After testing, configure your production upstream and downstream processes to write and read to the BigQuery tables. These processes can connect to BigQuery using the BigQuery API and incorporate new cloud products such as Looker Studio and Dataflow.
At this point, you have three flows of data:
- Existing. The data and processes are unchanged and still centered on your existing data warehouse.
- Offloaded. The upstream processes feed your existing data warehouse, the data is offloaded to BigQuery, and it then feeds downstream processes.
- Fully migrated.
The upstream and downstream processes don't write or
read from the existing data warehouse anymore.
The following diagram shows a system with all of these three flows:
Select additional use cases for migration, then go to step 1 to start a new execution iteration. Continue iterating through these steps until all your use cases are fully migrated into BigQuery. When selecting use cases, you can revisit ones that remained in the offloaded state to move them to fully migrated. For the use cases that are fully migrated, consider continuing the evolution process by following the guidelines in Evolve your schema in BigQuery.

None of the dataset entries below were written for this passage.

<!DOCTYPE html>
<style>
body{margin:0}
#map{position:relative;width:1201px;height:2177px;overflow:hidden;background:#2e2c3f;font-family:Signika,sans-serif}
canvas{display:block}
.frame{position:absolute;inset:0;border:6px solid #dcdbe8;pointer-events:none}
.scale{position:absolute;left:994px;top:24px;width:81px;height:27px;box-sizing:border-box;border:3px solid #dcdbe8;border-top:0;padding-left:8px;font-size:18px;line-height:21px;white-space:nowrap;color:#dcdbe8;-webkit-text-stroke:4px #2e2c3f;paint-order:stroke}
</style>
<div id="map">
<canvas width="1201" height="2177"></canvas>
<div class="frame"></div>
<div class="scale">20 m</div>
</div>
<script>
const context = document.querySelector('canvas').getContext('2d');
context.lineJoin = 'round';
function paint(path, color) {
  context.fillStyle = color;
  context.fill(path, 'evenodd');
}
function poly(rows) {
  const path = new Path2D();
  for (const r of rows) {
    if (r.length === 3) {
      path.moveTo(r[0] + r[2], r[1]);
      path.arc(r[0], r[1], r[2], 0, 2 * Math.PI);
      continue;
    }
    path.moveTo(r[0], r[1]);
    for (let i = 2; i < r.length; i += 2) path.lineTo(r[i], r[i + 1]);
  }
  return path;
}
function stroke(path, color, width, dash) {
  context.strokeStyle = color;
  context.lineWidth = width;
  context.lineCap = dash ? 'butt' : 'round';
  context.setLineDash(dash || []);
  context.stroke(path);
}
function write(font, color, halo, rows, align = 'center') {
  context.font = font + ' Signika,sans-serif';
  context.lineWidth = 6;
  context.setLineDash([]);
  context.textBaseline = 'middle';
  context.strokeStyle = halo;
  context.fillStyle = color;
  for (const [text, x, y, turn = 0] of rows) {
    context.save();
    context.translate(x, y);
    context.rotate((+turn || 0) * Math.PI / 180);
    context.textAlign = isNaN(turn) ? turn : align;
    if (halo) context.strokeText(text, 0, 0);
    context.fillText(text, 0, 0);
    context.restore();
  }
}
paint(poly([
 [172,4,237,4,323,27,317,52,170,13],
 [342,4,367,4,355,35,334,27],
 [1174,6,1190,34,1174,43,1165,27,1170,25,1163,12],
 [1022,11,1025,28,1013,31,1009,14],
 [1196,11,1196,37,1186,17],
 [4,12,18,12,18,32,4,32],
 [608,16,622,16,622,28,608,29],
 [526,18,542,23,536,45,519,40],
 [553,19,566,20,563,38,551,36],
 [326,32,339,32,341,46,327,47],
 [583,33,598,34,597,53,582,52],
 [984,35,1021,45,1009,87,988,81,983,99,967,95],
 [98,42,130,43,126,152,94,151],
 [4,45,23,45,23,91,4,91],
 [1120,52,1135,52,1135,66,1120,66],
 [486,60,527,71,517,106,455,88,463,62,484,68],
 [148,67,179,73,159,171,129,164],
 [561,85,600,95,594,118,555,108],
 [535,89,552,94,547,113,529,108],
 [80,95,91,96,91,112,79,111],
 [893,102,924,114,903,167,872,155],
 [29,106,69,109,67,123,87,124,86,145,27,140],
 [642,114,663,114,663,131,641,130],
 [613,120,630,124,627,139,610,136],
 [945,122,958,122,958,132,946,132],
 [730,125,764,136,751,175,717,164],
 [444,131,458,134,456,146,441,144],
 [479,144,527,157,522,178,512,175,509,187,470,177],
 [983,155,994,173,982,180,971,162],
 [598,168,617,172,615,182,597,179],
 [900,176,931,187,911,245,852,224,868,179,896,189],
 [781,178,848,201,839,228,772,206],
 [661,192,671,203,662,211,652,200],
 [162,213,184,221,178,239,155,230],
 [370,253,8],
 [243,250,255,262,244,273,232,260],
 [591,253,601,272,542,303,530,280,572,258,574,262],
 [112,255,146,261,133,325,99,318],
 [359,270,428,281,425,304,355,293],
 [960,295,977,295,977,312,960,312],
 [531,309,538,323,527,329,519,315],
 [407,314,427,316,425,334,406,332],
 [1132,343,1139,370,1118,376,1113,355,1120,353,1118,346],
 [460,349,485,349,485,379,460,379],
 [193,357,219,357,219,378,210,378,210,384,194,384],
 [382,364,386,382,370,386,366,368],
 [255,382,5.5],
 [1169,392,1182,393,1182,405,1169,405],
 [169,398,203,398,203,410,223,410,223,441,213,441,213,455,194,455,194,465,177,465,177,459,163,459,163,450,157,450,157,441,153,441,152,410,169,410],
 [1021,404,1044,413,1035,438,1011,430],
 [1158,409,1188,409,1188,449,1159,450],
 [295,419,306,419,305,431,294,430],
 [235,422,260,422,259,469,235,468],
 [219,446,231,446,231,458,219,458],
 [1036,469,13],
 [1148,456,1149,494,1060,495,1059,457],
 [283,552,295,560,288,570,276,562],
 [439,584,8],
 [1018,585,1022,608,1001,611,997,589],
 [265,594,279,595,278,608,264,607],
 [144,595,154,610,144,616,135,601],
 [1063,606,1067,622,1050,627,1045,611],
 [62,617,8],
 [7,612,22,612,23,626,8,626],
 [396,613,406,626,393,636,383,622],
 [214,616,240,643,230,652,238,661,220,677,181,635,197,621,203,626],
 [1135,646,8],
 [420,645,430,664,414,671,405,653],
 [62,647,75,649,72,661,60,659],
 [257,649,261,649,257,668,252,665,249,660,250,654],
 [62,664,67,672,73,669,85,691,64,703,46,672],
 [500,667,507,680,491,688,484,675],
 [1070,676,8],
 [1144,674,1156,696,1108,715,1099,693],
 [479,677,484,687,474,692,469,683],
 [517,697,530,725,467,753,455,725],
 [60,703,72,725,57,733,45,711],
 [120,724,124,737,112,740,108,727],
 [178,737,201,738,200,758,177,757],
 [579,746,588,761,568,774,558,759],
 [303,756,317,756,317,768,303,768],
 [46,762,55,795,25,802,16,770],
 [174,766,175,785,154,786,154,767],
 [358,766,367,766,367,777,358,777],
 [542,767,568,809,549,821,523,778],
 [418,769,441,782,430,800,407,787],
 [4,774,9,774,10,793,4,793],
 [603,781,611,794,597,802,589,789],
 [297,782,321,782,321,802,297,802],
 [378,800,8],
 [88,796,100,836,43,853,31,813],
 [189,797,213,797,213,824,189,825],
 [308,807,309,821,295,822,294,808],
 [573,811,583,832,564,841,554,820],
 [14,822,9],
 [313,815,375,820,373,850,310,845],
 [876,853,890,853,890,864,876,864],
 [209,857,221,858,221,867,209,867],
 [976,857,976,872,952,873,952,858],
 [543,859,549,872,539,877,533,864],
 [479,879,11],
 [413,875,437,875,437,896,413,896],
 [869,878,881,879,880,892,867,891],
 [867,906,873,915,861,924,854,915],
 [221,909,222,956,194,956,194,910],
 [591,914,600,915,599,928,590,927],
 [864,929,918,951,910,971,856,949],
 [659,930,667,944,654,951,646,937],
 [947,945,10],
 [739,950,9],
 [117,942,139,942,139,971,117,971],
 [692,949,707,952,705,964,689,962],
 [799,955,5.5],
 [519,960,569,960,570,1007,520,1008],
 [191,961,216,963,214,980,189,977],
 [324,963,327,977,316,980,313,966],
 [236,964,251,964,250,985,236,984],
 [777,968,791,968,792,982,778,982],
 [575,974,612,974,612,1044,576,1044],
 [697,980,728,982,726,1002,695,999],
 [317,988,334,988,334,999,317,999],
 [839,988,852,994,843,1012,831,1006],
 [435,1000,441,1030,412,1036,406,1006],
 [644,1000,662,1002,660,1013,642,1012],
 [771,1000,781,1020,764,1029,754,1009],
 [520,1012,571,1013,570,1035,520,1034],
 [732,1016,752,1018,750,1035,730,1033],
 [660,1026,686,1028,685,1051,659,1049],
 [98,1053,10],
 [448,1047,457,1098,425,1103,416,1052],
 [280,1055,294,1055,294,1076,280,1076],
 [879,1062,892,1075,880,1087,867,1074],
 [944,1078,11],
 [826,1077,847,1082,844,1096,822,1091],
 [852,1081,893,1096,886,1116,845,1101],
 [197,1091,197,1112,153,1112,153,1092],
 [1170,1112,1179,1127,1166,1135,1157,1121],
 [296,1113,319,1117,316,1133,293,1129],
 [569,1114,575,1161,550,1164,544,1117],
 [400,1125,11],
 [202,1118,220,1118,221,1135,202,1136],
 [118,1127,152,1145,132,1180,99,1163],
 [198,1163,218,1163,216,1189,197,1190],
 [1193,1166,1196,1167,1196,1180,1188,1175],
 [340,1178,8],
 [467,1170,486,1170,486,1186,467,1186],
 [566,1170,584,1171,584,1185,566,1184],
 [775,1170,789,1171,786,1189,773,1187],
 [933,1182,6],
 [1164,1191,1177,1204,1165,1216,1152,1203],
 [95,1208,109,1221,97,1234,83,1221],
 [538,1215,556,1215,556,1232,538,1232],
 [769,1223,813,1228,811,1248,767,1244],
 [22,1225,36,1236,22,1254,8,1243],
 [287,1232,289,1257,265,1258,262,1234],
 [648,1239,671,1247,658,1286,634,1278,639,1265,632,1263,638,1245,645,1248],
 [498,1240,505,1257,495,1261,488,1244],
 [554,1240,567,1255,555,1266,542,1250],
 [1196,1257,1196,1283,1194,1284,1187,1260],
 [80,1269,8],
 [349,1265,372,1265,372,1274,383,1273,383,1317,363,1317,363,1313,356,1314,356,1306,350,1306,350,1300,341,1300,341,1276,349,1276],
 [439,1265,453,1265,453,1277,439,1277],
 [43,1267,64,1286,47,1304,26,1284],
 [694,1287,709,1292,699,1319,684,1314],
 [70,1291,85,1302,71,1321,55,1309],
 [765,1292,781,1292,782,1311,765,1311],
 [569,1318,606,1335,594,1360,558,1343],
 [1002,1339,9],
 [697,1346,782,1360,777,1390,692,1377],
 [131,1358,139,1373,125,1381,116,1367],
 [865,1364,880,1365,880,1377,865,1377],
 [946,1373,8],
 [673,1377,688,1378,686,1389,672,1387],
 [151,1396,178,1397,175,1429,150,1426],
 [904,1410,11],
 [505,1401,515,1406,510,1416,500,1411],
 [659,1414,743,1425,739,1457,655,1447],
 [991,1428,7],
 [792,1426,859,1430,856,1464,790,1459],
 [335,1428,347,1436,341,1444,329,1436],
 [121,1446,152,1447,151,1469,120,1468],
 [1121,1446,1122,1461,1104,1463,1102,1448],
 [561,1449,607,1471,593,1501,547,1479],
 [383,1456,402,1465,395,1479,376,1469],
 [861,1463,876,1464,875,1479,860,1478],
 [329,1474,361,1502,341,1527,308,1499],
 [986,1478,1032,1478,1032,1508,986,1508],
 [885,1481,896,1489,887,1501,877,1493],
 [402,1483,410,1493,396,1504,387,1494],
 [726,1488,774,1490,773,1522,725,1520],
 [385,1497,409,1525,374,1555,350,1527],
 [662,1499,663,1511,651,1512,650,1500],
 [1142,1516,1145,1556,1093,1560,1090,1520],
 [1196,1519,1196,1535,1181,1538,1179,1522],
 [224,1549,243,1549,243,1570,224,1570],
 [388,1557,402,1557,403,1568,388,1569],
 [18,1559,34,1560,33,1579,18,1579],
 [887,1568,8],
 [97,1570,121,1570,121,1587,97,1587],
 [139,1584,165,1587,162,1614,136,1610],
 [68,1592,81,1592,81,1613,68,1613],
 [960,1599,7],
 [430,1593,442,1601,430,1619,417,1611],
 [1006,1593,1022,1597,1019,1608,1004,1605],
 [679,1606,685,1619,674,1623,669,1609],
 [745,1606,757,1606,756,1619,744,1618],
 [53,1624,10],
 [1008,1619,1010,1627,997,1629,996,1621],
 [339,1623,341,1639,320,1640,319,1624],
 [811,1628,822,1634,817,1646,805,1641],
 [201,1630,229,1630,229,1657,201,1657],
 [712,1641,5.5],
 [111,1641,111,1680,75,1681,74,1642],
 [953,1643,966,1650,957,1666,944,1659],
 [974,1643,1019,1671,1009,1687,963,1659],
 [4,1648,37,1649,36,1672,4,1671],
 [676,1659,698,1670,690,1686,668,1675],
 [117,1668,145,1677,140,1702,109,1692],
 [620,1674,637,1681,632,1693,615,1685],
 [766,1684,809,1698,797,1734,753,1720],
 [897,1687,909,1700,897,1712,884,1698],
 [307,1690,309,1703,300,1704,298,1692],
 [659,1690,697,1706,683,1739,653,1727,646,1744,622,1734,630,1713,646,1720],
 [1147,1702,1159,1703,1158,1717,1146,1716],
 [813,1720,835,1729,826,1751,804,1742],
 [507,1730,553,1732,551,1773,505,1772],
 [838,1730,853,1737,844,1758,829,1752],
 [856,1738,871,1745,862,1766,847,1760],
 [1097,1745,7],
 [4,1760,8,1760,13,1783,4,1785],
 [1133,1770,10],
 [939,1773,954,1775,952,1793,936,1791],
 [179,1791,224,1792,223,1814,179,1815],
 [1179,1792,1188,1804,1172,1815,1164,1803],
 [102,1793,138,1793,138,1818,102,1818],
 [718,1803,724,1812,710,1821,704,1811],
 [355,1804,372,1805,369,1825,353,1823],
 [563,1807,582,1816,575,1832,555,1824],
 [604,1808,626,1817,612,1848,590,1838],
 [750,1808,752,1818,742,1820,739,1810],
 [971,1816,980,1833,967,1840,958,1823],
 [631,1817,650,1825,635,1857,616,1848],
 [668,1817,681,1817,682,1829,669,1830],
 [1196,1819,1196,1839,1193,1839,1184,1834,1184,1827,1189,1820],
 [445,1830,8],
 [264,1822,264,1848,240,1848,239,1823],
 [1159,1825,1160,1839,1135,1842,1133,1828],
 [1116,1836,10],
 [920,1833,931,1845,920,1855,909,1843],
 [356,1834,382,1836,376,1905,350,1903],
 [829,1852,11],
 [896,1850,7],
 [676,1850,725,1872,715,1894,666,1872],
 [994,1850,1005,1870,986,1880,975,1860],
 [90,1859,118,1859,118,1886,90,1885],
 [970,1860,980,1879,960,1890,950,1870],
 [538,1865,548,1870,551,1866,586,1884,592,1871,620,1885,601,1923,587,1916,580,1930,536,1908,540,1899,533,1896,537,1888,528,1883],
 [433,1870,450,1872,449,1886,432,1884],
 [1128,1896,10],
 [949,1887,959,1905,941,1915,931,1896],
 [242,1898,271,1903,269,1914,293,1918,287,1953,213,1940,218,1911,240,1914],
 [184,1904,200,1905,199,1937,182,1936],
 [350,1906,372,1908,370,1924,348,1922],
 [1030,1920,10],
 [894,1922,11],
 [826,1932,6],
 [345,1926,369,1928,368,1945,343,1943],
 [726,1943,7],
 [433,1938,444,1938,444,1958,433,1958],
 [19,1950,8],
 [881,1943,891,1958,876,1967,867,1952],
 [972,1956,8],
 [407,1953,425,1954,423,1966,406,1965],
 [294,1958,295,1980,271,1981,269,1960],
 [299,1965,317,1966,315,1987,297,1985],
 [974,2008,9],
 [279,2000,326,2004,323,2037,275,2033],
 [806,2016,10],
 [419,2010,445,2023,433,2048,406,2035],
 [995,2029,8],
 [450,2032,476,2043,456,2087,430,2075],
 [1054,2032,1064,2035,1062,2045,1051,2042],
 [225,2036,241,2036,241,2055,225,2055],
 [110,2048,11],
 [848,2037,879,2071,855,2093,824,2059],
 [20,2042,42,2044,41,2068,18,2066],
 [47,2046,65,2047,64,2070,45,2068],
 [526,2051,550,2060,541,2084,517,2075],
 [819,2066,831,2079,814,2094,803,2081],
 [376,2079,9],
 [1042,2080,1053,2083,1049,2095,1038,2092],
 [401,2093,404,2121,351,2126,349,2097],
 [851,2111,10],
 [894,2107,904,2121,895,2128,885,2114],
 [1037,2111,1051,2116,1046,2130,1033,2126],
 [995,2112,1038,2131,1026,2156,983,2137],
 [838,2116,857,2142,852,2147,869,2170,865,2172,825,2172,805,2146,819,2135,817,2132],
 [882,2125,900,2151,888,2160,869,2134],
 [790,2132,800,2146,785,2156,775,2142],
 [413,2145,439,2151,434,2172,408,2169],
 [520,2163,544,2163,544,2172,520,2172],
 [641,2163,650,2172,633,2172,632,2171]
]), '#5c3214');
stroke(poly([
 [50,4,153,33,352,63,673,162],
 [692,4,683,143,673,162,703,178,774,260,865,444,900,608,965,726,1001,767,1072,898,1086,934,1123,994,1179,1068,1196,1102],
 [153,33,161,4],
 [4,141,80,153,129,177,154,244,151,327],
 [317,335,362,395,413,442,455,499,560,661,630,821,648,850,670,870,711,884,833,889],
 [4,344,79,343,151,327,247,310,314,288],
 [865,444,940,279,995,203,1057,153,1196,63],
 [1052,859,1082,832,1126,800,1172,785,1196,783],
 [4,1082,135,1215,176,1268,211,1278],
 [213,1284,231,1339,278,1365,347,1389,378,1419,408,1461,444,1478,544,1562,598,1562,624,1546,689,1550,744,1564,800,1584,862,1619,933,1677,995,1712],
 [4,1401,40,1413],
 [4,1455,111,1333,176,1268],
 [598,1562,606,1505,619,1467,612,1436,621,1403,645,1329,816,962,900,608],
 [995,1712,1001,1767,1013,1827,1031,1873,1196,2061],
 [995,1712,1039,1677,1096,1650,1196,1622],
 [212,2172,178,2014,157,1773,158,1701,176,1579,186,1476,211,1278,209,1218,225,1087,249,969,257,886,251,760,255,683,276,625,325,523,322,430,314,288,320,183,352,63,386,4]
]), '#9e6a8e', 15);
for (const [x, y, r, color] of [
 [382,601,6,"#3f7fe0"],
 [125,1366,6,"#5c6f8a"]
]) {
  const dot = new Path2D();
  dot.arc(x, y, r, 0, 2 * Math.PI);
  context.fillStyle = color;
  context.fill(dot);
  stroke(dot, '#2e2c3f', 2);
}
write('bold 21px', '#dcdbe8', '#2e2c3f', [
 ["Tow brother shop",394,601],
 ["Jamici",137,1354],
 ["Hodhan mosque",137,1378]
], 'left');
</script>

Evolve your schema in BigQuery
The data warehouse schema defines how your data is structured and defines the relationships between your data entities. The schema is at the core of your data design, and it influences many processes, both upstream and downstream.
A data warehouse migration presents a unique opportunity to evolve your schema after it's moved to BigQuery. This section introduces guidelines for evolving your schema using a series of steps. These guidelines help you keep your data warehouse environment running during schema changes with minimal disruption to upstream and downstream processes.

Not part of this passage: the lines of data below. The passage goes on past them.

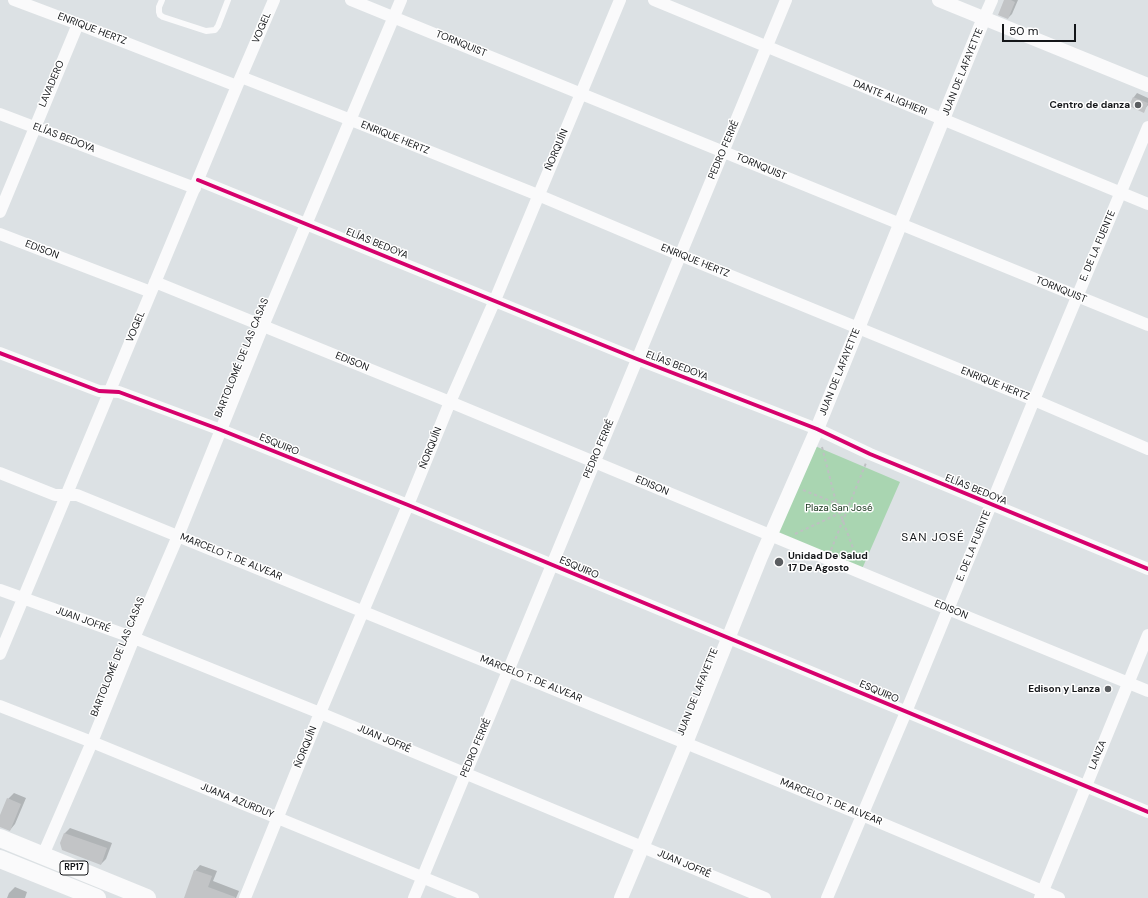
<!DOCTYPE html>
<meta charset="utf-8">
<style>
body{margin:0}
#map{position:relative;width:1148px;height:898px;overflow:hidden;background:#dce1e4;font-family:"DM Sans",sans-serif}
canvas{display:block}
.scale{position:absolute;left:1002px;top:24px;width:74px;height:18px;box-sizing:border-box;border:2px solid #141619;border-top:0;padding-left:5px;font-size:12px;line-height:14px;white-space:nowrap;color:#141619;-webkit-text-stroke:3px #fff;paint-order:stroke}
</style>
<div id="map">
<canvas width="1148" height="898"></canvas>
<div class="scale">50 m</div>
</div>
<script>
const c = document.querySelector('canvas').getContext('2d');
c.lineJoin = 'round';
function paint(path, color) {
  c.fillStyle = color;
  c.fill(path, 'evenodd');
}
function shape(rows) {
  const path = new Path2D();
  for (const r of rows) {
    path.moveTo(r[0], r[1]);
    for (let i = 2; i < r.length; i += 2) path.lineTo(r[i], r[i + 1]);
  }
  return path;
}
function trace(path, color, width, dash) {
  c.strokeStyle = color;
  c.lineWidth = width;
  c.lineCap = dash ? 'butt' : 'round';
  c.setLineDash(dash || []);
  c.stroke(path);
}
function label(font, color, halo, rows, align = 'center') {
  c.font = font + ' "DM Sans",sans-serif';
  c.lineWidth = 3;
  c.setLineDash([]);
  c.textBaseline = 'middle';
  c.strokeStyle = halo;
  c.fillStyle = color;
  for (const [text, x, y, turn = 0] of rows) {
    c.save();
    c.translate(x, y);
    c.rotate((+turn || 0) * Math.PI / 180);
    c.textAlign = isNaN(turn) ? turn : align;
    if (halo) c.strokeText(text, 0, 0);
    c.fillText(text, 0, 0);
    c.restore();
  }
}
const green = shape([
 [815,446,900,482,862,569,777,533]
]);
const shadow = shape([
 [1005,0,1018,0,1012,14,1008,18],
 [1137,93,1148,98,1148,105,1143,111,1130,106,1134,97],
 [14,793,26,798,15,824,10,830,0,826,0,818,8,799],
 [70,828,112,843,106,859,101,864,61,843,65,833],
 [200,865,217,871,213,881,239,891,236,898,185,898,195,871],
 [15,887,27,892,25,898,7,898,9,893]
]);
const building = shape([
 [1004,0,1011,0,1015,2,1008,19,998,15],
 [1133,97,1148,103,1144,113,1129,106],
 [7,798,21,804,10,831,0,827,0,815],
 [64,833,107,848,101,865,62,850,60,843],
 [194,870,212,876,208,887,235,897,235,898,184,898]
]);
const path = shape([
 [822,447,836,502,857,559],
 [803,490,848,508],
 [795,534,840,513],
 [831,550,866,463]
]);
const service = shape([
 [162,0,159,7,159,12,160,15,163,17,206,31,215,30,218,26,228,0]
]);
const minor = shape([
 [14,0,78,24,237,86],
 [351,0,1148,325],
 [654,0,1148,204],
 [984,18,992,0],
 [241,77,351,120,538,195,680,255,1034,400,1148,449],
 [0,114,195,188],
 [198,180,637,359,817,429,870,454,1148,569],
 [0,212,78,24],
 [0,234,151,292],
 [155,282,450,402,948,609,1148,691],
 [0,353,99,391,119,392,221,430,408,505,1148,812],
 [0,473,55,495,77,495,862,815,1059,898],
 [0,590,134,638,320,713,765,898],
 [0,654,237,86,274,0],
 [0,706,92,742,473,898],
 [43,855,92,742,134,638,178,536,263,326,401,0],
 [245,898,320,713,408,505,450,402,495,300,620,0],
 [414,898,786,0],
 [827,898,906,712,1034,400,1148,127],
 [1040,898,1148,635]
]);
const tertiary = shape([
 [939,0,1148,85],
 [621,898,686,743,761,557,817,429,984,18]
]);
const primary = shape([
 [0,838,147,898],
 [0,859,97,898]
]);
const cycleway = shape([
 [198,180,637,359,817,429,870,454,1148,569],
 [0,353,99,391,119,392,221,430,408,505,1148,812]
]);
const markers = [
 [1138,105,4,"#5a5d60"],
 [779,562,5,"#5a5d60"],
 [1108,689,4,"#5a5d60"]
];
const shields = [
 [74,868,28]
];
const shieldNames = [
 ["RP17",74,868]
];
const streetNames = [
 ["VOGEL",262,28,-67],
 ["ENRIQUE HERTZ",92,29,21],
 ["TORNQUIST",461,44,22],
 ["JUAN DE LAFAYETTE",963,72,-68],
 ["LAVADERO",52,84,-67],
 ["DANTE ALIGHIERI",890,98,22],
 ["ELÍAS BEDOYA",64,138,21],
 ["ENRIQUE HERTZ",395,138,22],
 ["ÑORQUÍN",557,150,-67],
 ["PEDRO FERRÉ",724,150,-67],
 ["TORNQUIST",761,167,23],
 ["ELÍAS BEDOYA",377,244,22],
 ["E. DE LA FUENTE",1098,246,-67],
 ["EDISON",42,250,21],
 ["ENRIQUE HERTZ",695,261,22],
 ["TORNQUIST",1061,290,22],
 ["VOGEL",136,327,-67],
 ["BARTOLOMÉ DE LAS CASAS",242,358,-68],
 ["EDISON",352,362,22],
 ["ELÍAS BEDOYA",677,366,21],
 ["JUAN DE LAFAYETTE",840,372,-68],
 ["ENRIQUE HERTZ",995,384,22],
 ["ESQUIRO",279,445,22],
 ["ÑORQUÍN",431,448,-68],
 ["PEDRO FERRÉ",599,449,-67],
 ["EDISON",652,486,23],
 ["ELÍAS BEDOYA",976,490,22],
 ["E. DE LA FUENTE",974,546,-68],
 ["MARCELO T. DE ALVEAR",231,557,22],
 ["ESQUIRO",579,568,23],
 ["EDISON",951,610,22],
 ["JUAN JOFRÉ",83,620,20],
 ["BARTOLOMÉ DE LAS CASAS",118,657,-68],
 ["MARCELO T. DE ALVEAR",531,679,22],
 ["JUAN DE LAFAYETTE",698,692,-68],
 ["ESQUIRO",879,692,23],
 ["JUAN JOFRÉ",384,739,23],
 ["ÑORQUÍN",306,747,-68],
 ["PEDRO FERRÉ",476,748,-67],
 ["LANZA",1098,755,-68],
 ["JUANA AZURDUY",237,801,22],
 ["MARCELO T. DE ALVEAR",831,802,22],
 ["JUAN JOFRÉ",684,864,23]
];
const poiNames = [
 ["Centro de danza",1130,105],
 ["Unidad De Salud",788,556,"left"],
 ["17 De Agosto",788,568,"left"],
 ["Edison y Lanza",1100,689]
];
const parkNames = [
 ["Plaza San José",839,508]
];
const quarterNames = [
 ["SAN JOSÉ",933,538]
];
paint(green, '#a9d5b1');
paint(shadow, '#0003');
paint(building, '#c2c4c6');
trace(path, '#bec0c2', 2, [3, 3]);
trace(service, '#fafafb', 6);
trace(minor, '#fafafb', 12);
trace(tertiary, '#fafafb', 14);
trace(primary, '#fafafb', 18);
trace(cycleway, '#d6006c', 4);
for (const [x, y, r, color] of markers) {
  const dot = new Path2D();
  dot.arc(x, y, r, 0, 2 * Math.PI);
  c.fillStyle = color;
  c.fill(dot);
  trace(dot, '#fff', 1.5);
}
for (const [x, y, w] of shields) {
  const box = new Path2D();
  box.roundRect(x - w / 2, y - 7, w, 14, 3);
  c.fillStyle = '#fff';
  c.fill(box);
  trace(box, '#141619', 1);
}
label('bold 9px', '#141619', null, shieldNames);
label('10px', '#141619', '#fff', streetNames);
label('bold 10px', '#141619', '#fff', poiNames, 'right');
label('10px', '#113116', '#fff', parkNames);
c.letterSpacing = '1px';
label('12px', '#141619', '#fff', quarterNames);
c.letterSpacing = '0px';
</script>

The steps in this section focus on the schema transformation for a single use case.
Depending on how far you want to go with the evolution, you might stop at an intermediate step, or you might continue until your system is fully evolved.
Transfer a use case as is to BigQuery.
Before you continue with the next steps, make sure that the upstream and downstream processes of your use case are already writing and reading from BigQuery. However, it's also possible to start from an intermediate state where only the downstream process is reading from BigQuery. In this scenario, apply only the guidelines for the downstream part. The following diagram illustrates a use case where upstream and downstream processes write to and read from tables in BigQuery.
Apply light optimizations.
- Re-create your tables, applying partitioning and clustering. For this task, you can use the method of creating a table from a query result. For details, see the discussion and example for partitioned tables, and see the discussion and example for clustered tables.
- Redirect your upstream and downstream processes to the new tables.
Create facade views.
If you want to further evolve your schema beyond light optimizations, create facade views for your tables. The facade pattern is a design method that masks the underlying code or structures to hide complexity. In this case, the facade views mask the underlying tables to hide the complexity caused by table changes from the downstream processes.
The views can describe a new schema, free from technical debt, and modelled with new ingestion and consumption scenarios in mind.
Under the hood, the tables and the view query definition itself can change. But the views abstract away these changes as an internal implementation detail of your data warehouse, and they always return the same results. This abstraction layer made of facade views isolates your upstream and downstream systems from change for as long as needed, and only surfaces the changes when appropriate.
Transform downstream processes.
You can transform some of your downstream processes to read from the facade views instead of from the actual tables. These processes will already benefit from the evolved schema. It's transparent to these processes that under the hood, the facade views still get their data from the source BigQuery schema, as shown in the following diagram:
We've described the downstream process transformation first. This lets you show business value more quickly, in the form of migrated dashboards or reports, than if you transformed upstream processes that aren't visible to non-technical stakeholders. However, it's possible to start the transformation with your upstream processes instead. The priority of these tasks is entirely dependent on your needs.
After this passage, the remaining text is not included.